Task brief = Copy each line from the listing below where the word "absolute" shows up.

Source material =
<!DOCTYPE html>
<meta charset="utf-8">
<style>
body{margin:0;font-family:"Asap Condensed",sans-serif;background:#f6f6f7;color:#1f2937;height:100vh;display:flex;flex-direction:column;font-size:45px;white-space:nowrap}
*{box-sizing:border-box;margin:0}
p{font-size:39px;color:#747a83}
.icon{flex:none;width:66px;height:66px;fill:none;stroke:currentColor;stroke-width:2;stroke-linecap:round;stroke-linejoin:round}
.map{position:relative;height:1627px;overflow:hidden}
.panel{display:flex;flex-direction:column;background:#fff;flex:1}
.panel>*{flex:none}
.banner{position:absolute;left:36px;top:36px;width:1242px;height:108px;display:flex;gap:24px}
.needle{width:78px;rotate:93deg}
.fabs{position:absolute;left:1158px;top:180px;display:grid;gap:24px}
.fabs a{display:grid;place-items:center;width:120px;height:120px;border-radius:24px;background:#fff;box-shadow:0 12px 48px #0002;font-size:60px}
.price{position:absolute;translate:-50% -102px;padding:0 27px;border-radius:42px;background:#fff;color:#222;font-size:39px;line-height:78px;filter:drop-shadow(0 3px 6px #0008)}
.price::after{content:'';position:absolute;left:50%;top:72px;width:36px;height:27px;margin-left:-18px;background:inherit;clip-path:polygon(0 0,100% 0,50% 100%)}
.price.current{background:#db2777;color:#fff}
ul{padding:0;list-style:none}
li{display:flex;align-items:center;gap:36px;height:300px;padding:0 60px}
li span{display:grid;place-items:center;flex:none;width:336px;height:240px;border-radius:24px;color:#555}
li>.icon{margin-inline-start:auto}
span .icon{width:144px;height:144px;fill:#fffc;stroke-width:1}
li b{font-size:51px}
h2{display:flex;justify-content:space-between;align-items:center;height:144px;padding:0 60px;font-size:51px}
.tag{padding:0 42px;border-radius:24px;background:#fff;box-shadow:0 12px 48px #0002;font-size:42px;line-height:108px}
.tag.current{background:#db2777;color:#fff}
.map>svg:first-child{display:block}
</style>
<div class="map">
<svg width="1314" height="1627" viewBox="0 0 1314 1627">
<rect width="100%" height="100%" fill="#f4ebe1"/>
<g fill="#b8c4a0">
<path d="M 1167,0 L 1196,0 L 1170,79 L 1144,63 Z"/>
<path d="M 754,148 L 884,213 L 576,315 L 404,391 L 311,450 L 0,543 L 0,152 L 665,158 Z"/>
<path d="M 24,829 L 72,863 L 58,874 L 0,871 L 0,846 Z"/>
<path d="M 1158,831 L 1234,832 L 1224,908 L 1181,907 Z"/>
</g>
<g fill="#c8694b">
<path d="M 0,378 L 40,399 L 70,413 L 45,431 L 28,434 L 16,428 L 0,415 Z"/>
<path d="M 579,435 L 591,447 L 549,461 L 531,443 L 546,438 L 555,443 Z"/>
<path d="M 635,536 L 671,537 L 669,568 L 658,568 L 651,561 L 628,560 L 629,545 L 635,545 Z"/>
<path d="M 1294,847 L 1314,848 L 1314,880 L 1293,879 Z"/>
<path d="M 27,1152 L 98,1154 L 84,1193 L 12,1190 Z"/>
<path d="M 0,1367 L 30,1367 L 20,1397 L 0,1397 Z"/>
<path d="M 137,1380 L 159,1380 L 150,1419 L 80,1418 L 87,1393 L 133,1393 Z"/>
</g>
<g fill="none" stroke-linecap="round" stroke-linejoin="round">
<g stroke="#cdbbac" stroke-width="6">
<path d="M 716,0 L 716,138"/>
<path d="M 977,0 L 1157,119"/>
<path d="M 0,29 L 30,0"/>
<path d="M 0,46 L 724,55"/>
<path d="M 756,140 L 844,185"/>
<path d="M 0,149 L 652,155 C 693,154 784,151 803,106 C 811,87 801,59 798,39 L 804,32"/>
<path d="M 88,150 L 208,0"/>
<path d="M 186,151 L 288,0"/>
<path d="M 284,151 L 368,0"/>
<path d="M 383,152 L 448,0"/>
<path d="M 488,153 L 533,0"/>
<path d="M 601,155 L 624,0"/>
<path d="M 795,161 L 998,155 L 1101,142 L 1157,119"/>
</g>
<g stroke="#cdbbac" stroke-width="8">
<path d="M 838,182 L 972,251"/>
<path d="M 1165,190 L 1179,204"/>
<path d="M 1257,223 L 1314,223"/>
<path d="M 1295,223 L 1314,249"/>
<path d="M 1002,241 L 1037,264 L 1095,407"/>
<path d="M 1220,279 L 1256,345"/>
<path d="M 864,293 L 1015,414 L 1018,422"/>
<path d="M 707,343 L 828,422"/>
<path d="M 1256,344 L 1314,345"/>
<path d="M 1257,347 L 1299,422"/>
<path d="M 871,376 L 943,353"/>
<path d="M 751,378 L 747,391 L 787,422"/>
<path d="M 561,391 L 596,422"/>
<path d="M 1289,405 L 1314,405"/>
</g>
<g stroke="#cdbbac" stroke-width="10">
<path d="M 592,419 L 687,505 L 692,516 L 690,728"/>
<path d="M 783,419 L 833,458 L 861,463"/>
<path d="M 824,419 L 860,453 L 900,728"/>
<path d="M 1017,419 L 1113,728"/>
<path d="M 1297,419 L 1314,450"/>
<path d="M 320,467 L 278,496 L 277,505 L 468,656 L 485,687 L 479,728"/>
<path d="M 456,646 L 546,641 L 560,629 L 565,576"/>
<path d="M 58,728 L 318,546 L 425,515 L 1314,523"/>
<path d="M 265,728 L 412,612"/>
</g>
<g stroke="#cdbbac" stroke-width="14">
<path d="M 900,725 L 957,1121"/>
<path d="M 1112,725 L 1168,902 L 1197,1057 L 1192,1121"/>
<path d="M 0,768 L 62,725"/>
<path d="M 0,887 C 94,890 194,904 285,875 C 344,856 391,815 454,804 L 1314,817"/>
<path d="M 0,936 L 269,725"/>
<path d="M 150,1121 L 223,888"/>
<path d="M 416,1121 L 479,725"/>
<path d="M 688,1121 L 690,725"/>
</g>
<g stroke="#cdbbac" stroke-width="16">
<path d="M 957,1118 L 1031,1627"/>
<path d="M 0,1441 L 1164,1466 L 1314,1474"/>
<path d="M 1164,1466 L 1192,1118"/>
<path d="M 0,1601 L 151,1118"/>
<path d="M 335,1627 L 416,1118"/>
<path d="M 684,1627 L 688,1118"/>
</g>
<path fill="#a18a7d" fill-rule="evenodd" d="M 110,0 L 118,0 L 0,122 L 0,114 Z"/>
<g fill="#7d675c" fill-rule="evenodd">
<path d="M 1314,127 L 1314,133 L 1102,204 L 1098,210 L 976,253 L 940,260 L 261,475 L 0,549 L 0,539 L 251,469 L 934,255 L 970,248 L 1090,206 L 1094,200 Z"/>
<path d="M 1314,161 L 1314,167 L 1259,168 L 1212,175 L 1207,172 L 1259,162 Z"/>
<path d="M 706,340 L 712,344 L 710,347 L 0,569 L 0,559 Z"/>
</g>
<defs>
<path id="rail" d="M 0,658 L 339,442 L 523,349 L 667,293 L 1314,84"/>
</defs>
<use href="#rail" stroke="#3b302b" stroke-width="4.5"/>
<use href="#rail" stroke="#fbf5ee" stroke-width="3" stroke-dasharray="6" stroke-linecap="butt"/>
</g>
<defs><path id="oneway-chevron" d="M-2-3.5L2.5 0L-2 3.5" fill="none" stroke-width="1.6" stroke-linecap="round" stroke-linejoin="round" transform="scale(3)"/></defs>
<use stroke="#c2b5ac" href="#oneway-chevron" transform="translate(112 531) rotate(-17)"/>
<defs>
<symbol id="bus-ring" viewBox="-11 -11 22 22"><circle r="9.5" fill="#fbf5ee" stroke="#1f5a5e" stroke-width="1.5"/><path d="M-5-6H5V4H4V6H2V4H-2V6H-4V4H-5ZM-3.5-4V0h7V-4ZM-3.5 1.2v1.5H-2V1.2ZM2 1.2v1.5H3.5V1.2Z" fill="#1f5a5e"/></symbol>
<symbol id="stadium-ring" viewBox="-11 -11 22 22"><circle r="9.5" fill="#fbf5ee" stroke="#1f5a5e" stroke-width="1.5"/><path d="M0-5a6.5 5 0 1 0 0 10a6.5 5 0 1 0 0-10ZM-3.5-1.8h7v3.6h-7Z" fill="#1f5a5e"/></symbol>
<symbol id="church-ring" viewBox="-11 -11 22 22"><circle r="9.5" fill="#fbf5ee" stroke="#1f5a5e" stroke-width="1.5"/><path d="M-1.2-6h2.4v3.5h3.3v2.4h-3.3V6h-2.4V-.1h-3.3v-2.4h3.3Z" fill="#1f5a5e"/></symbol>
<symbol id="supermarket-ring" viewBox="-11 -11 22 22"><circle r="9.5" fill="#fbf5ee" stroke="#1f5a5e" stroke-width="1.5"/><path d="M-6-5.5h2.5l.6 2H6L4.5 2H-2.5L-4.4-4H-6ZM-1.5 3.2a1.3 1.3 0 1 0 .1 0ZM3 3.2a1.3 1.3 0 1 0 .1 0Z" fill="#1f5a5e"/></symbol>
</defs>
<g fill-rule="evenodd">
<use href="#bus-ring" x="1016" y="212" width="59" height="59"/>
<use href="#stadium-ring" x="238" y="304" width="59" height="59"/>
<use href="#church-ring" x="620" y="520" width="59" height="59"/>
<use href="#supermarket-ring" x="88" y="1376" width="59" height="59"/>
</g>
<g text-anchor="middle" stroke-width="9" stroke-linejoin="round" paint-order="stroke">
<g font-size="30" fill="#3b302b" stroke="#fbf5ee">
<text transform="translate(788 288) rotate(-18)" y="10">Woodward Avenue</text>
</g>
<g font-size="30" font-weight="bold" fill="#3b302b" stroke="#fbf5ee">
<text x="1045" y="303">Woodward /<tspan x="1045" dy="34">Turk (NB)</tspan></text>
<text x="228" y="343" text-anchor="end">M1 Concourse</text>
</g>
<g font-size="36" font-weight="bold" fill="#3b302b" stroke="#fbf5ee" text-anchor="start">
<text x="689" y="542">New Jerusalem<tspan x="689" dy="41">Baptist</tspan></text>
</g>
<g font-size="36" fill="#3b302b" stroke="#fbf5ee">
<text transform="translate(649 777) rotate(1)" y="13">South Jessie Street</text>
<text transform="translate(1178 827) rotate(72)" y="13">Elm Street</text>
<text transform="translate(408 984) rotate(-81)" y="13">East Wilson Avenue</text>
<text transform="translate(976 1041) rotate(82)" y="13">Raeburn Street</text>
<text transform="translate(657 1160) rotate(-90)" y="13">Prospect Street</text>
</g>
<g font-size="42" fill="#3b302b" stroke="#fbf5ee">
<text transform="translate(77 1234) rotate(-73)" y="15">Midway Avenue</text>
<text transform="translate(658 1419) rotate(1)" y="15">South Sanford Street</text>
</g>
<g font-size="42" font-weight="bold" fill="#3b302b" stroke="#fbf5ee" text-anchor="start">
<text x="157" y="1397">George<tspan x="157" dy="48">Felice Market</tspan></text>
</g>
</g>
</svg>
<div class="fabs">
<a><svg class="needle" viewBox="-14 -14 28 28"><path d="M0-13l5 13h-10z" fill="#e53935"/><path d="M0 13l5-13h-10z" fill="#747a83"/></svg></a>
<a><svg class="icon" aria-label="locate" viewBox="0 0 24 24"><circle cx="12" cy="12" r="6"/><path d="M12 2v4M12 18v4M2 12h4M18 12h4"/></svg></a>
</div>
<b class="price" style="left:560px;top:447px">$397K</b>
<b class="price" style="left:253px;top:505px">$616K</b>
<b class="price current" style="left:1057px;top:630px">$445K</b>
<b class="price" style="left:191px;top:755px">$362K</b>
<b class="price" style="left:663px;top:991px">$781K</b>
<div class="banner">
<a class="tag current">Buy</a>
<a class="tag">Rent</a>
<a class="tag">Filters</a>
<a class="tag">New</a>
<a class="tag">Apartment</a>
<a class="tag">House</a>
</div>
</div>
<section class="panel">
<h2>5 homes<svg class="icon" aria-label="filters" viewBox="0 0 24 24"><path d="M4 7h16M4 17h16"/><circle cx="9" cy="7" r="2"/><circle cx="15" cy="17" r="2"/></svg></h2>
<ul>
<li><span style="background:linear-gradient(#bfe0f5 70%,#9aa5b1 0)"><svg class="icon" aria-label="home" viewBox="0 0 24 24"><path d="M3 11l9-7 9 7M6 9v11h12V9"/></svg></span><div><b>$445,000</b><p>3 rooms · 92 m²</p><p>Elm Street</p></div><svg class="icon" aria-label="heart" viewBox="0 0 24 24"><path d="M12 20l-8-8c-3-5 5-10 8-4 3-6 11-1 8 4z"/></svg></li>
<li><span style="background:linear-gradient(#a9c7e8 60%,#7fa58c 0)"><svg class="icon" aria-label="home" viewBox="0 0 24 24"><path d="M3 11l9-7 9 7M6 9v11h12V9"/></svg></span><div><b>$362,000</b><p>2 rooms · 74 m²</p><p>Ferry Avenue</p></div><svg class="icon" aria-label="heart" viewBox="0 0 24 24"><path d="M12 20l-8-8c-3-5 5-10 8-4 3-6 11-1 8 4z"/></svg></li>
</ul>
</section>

Reply to the exercise =
.banner{position:absolute;left:36px;top:36px;width:1242px;height:108px;display:flex;gap:24px}
.fabs{position:absolute;left:1158px;top:180px;display:grid;gap:24px}
.price{position:absolute;translate:-50% -102px;padding:0 27px;border-radius:42px;background:#fff;color:#222;font-size:39px;line-height:78px;filter:drop-shadow(0 3px 6px #0008)}
.price::after{content:'';position:absolute;left:50%;top:72px;width:36px;height:27px;margin-left:-18px;background:inherit;clip-path:polygon(0 0,100% 0,50% 100%)}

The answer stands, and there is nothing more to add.